# NEED COMPUTERHELP WINDOWS 8



## Luciledodd (Sep 5, 2009)

I have a new computer and my accounting program won't run on it. It runs fine on W-7 and I got it around 2000. We have tried everything that Windows says try, does anyone have any tricks. In fact when I contacted Windows tech support, they suggested that I ask others.


----------



## Tom King (Aug 2, 2006)

I'm still having problems with 7.


----------



## Beau's mom (Oct 6, 2011)

Lucille - What accounting program are you using? You might call that program's support line and see if they have a "fix" for your problem. It's in their interest to make sure that you can run their software with popular operating systems -- and Windows 8 is basically all you can get on a new computer these days unless you order online.


----------



## Luciledodd (Sep 5, 2009)

It is an old PC General Ledger program that was first run in DOS and upgraded to Windows early 2000. It is simple and just like working with ledger sheets like I learned when it all had to be entered into a General Ledger. I am to old to change now so may have to stay with Windows 7. All the complicated stuff is done on seperate programs like Payroll and Time and departmentals. I take all that and enter the totals into GL and all the AAdministrative checks of which there are a zillion and get the year end reports to take to the Accountant. I am trying to teach Sherron what I do and them maybe she can understand enough to at least get totals to the CPA. I am about to just quit. I said that I would give it until I turn 70 in less than two years now, but I had rather play.

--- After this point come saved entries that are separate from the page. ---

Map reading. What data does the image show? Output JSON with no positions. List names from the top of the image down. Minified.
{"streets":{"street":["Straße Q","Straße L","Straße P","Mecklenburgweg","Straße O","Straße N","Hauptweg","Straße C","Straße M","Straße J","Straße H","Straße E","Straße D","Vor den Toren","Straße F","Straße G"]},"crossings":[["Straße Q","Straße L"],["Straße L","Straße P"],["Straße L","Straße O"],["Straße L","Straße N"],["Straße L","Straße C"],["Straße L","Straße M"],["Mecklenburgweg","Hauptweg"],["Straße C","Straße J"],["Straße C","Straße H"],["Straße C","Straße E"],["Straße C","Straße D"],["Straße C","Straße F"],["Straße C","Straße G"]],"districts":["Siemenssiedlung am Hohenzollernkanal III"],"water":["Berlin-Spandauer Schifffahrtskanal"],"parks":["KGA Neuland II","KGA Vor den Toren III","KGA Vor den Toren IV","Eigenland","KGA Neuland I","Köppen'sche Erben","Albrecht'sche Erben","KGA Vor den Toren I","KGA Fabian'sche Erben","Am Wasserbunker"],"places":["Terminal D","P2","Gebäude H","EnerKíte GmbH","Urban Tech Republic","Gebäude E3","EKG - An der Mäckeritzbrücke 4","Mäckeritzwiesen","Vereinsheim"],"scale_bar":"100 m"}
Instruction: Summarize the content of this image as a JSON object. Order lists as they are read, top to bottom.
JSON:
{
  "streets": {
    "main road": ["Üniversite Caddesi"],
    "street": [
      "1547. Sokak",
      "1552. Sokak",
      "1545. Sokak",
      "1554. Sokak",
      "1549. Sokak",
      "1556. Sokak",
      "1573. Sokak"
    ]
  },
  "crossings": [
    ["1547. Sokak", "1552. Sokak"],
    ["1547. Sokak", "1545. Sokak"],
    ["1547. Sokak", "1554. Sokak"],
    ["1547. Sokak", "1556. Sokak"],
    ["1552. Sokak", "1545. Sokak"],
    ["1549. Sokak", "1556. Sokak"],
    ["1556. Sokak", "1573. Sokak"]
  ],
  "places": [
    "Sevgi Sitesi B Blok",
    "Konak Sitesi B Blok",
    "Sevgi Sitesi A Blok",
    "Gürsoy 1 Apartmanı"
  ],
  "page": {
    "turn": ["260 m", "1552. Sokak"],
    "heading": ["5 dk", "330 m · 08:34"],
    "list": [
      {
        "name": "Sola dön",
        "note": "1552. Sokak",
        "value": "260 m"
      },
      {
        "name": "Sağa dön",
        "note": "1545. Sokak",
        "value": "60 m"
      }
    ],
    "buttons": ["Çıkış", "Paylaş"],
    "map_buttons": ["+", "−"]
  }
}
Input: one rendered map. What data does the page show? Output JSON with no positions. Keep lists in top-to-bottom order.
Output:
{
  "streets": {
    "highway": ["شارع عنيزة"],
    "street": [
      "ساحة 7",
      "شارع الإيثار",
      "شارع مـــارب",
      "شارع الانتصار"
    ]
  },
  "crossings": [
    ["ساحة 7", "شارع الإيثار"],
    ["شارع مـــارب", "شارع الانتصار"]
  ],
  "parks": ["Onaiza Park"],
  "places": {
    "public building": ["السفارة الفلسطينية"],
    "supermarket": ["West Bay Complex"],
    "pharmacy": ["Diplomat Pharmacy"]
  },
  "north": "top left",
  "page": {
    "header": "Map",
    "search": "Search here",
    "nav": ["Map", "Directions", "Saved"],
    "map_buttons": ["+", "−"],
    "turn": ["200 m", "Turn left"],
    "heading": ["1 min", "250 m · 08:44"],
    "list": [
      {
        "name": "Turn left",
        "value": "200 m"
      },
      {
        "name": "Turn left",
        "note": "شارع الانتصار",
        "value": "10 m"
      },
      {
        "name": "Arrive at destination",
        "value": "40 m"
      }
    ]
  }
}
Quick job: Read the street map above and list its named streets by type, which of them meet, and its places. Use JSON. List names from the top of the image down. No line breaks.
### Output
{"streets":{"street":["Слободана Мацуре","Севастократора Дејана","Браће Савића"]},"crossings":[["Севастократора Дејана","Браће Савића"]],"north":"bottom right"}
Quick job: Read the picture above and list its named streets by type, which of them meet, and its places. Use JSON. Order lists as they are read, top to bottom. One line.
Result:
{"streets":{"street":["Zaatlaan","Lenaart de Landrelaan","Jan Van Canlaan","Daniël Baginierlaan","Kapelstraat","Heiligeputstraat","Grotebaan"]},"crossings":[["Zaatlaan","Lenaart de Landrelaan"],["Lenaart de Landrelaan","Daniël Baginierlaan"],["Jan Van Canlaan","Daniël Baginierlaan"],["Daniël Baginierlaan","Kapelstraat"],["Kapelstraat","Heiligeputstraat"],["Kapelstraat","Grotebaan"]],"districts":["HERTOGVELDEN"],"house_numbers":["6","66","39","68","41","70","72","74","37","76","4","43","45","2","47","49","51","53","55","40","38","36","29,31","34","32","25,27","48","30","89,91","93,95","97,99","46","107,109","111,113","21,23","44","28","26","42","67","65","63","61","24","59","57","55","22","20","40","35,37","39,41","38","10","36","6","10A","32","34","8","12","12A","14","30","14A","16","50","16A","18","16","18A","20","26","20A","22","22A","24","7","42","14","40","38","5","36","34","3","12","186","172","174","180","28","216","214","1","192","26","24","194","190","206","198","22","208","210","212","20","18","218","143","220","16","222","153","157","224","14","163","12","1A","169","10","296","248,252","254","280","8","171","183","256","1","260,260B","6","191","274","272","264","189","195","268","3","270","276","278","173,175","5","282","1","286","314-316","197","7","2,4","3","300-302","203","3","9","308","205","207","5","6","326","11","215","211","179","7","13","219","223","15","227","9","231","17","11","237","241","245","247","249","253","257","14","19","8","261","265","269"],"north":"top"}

Oh yes the company went out of business that developed the software.


----------



## Beau's mom (Oct 6, 2011)

Lucille - I'm sooo ready to retire, I understand. Had a similar problem last week when Windows 8 wouldn't network with my small office network. I suggest you do what I did. Go back to Windows7 and avoid the aggravation. If it worked for you, don't try to change it. (Always words used in retrospect.) Life is just too short to fight with computers!!! (I think we both just need to have some fun and play with our dogs (& cat, for you).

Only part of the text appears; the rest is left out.